Essay On A Wrongful Conviction
Timothy Cole was arrested for the rape of Michelle Mallin. In 1985, Mallin was abducted in her car from a parking lot at Texas Tech University and raped. Mallin’s only description of the assailant was that he was African American and that he smoked during the attack. Two weeks after the attack, Mallin was shown a photo line-up of suspects that included five pictures of men facing the side and a picture of Cole looking directly into the camera. She immediately picked Cole as the assailant.
Other than Mallin’s identification of Cole, there was no other evidence tying him to the attack. Cole did not smoke. In fact, he suffered from asthma that would have made it impossible for him to carry out the attack while smoking. Cole also had an alibi. Cole’s bother and friends told investigators that during the time the attack took place he was at home studying while his brother and friends were playing cards. In addition, there was evidence that another man, Jerry Johnson, might have been the assailant. To be sure, years later, Johnson would admit to being the rapist. Lastly, and perhaps most importantly, forensic analysis could not prove that the bodily fluids and trace evidence found on Mallin after the attack was Cole’s beyond a reasonable doubt.
One of the fundamental powers of a prosecutor is discretion or the power to decide when, how and to what extent a criminal case will be litigated. Prosecutorial discretion is most commonly observed in their decision on whether or not to pursue criminal charges against a defendant. However, perhaps its most common use is in the plea deals it offers to defendant. A plea deal that can both obtain a guilty verdict without a trial while offering the defendant a punishment that they can accept makes for a more streamlined criminal justice system. Moreover, it can transform a bad case, from the prosecutor’s point of view, into an easy success. This is most likely the reasoning behind the plea deal offered to Cole in 1985.

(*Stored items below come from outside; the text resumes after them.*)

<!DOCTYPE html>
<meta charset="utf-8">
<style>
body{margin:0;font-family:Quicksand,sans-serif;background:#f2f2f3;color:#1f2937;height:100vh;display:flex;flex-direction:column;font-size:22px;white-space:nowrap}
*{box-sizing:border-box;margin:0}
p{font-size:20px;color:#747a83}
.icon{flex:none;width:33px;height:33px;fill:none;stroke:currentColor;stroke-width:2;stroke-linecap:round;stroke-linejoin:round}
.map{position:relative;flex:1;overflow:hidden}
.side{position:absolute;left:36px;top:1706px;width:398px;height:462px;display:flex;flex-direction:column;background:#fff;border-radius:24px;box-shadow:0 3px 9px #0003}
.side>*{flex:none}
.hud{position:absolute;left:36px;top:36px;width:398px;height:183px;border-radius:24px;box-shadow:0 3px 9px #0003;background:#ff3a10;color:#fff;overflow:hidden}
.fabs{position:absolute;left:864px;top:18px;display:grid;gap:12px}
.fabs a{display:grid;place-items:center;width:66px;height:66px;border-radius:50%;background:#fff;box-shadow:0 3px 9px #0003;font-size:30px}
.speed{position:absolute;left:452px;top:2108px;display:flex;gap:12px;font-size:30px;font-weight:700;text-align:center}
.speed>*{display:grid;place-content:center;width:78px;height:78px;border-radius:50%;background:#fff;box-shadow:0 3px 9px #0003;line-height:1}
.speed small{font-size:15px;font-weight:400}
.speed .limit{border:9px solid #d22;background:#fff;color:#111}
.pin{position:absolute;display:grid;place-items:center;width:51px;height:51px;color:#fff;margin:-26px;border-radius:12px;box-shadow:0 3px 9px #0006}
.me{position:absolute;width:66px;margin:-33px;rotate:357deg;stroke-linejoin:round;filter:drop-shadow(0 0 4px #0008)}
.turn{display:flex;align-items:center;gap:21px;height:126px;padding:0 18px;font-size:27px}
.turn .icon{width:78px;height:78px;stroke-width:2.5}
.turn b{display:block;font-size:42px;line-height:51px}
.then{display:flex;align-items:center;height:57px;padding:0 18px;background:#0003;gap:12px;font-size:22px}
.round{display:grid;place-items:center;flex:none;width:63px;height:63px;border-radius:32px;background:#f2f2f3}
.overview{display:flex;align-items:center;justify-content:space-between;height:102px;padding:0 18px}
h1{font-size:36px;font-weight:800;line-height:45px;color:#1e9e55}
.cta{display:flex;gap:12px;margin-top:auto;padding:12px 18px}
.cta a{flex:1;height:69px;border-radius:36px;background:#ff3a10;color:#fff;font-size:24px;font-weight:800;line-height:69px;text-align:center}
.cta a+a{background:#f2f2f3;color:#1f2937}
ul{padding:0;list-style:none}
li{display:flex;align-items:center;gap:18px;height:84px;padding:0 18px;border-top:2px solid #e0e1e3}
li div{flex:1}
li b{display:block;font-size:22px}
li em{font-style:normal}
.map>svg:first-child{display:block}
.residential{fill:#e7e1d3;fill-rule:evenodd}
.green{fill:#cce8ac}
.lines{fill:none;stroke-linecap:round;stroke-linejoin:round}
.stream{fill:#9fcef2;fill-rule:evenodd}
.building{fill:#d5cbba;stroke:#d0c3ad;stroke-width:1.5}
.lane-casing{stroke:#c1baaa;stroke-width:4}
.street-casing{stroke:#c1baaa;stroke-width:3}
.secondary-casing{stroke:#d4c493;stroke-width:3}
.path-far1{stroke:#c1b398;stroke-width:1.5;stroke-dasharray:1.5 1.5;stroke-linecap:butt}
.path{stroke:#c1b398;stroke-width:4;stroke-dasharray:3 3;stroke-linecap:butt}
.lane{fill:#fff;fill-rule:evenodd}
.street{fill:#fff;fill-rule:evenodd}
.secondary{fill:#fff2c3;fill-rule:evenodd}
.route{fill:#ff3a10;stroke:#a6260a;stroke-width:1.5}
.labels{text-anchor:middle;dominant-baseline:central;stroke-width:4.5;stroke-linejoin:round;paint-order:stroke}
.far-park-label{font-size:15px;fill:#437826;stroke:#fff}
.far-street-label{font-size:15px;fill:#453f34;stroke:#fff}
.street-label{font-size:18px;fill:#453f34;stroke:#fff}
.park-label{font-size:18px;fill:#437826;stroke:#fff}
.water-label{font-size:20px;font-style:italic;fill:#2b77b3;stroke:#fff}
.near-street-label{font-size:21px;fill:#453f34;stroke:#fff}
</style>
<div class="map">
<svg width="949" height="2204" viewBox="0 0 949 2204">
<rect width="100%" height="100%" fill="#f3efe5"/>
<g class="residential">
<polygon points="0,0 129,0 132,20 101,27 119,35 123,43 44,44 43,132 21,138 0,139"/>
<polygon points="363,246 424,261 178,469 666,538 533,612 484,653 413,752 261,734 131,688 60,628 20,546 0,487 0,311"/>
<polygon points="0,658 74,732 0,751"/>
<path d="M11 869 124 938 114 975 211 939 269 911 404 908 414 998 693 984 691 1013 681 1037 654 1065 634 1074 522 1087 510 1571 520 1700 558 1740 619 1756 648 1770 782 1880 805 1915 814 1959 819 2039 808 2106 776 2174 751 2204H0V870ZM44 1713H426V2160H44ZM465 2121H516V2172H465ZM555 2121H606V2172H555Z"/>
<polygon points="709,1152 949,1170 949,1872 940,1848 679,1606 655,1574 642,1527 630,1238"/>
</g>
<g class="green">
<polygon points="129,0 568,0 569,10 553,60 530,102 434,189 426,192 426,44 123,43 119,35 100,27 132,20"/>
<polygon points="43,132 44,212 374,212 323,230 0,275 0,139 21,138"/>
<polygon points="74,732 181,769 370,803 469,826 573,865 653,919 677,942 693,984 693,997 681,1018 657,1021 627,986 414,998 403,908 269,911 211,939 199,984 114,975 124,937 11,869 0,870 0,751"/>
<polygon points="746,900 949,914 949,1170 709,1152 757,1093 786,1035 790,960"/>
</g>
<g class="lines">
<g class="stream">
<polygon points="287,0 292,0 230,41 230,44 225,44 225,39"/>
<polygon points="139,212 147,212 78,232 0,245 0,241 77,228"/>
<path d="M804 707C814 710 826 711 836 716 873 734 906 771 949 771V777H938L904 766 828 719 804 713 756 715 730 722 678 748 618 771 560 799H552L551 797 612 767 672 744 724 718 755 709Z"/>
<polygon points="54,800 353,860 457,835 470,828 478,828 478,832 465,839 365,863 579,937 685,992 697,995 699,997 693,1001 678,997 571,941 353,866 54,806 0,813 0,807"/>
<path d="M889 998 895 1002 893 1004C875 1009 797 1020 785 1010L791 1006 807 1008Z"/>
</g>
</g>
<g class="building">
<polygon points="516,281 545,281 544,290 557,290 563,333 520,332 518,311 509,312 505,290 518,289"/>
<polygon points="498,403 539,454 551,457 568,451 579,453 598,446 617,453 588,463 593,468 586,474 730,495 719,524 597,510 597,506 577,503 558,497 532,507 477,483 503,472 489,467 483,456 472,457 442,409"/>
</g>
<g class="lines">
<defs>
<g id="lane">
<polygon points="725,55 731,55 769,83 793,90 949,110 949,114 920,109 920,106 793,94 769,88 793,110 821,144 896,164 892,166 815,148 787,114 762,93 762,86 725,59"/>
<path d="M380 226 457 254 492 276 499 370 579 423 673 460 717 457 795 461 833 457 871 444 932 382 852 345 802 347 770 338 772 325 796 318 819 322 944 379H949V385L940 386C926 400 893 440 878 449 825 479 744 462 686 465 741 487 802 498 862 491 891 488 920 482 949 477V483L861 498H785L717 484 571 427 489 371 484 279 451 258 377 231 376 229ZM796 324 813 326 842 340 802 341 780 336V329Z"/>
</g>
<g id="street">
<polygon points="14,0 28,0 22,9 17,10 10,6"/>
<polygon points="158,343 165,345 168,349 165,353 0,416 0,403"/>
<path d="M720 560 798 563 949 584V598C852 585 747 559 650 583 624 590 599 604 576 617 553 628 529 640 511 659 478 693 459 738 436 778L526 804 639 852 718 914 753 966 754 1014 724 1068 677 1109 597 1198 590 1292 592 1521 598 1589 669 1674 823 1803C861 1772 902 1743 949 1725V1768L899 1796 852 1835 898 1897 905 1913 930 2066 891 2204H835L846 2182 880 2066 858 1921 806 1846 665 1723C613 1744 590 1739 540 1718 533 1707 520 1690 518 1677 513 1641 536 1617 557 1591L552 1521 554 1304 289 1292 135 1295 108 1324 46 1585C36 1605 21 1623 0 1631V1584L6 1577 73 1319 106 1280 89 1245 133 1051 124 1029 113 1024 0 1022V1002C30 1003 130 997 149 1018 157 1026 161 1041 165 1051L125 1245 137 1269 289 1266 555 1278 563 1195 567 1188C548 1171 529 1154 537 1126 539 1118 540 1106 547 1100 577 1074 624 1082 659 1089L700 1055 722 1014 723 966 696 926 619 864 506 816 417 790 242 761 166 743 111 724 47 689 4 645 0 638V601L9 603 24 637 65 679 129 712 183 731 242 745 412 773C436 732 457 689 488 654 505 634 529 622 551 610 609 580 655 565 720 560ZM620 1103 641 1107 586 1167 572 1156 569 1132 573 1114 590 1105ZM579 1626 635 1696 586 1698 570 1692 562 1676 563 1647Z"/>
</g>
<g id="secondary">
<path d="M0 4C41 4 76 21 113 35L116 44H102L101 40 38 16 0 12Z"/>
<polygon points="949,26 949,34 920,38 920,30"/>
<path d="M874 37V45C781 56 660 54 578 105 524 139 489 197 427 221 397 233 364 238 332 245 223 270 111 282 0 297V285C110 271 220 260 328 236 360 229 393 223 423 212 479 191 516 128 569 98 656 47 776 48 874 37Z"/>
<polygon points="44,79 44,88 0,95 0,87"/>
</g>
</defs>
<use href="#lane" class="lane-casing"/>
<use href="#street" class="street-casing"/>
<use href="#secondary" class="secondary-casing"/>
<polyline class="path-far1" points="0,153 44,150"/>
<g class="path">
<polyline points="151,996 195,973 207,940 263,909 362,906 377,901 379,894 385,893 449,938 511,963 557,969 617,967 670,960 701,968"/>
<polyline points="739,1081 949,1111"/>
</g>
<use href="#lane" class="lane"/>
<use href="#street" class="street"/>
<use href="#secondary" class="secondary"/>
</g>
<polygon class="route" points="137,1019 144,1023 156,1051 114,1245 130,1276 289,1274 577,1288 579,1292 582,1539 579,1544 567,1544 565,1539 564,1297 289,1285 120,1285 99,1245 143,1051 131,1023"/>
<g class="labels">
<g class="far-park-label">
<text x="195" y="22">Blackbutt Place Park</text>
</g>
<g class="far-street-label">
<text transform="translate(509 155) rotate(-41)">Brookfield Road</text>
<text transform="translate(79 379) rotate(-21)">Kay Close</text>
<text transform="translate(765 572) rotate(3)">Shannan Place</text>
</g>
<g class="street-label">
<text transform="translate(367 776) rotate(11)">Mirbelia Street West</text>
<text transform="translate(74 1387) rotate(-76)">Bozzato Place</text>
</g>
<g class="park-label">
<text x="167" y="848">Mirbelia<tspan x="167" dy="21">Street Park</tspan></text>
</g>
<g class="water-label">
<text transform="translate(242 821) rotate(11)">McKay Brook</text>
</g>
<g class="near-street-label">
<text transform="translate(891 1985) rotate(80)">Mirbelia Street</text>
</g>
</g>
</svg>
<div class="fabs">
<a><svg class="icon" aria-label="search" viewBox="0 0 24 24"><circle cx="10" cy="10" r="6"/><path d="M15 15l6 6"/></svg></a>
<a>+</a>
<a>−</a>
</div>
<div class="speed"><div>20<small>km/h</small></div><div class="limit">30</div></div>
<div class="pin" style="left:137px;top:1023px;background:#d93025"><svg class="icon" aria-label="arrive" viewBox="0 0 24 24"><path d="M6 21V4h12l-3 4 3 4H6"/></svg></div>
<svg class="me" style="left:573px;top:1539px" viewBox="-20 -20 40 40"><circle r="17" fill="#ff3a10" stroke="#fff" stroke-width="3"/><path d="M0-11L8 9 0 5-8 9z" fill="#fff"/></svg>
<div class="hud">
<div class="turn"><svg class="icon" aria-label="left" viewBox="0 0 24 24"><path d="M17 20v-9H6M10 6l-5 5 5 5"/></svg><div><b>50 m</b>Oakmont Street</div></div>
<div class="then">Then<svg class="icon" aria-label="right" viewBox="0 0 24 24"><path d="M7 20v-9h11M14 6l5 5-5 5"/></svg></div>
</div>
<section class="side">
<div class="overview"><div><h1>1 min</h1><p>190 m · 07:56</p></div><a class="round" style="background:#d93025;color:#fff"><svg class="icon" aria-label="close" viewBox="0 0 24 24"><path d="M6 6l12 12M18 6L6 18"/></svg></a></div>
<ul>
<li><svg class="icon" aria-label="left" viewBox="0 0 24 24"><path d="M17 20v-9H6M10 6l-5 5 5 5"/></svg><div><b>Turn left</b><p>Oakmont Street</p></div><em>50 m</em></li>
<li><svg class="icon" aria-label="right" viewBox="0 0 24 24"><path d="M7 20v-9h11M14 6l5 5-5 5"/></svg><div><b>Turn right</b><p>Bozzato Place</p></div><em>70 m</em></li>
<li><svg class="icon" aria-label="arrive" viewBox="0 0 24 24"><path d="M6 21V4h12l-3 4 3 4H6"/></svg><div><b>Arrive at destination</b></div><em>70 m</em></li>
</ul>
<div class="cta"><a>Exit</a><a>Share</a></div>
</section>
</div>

The prosecutor assigned to the case, surely knew these facts and most likely came to the conclusion that the case against Cole was weak. On the other hand, it was a high profile case. Prior to Cole’s arrest, the university had been plagued by a string of rapes that put the community and police on high alert. Substantial effort had been expended by the police to find the rapist and assure everyone that it was safe. In fact, Cole was brought o the attention of the police by a undercover officer looking to lure the rapist to commit another rape. Accordingly, while the case against Cole was weak, not pursuing it was not an option, especially since they had Mallin’s identification of Cole.
Consequently, the prosecutor likely felt that a plea deal that got Cole to admit guilt while giving him probation was the most suitable way to resolve the case. If taken, the prosecutor could tell the community that law enforcement got “their man” and the community was safe again without having to go through a trial that would expose the state’s case weakness. Moreover, Cole could avoid jail. The prosecutor also most likely thought that Cole would take the plea deal because, despite the case’s weakness, who would the jury believe: Mallin, a white American woman who is sure Cole was the assailant; or Cole, an African American student who says he did not do anything.
In the end, Cole did not take the plea deal and as, the prosecutor deduced, the jury believed Mallin. Years later, however, the weakness of the case was exposed through Johnson’s confession and an investigation of the way the police, prosecutor and judge handled the case. Accordingly, a case that originally the prosecutor should have used his discretion to drop was dismissed. The sad fact remains that it took a wrongful conviction and death of an innocent man to accomplish it.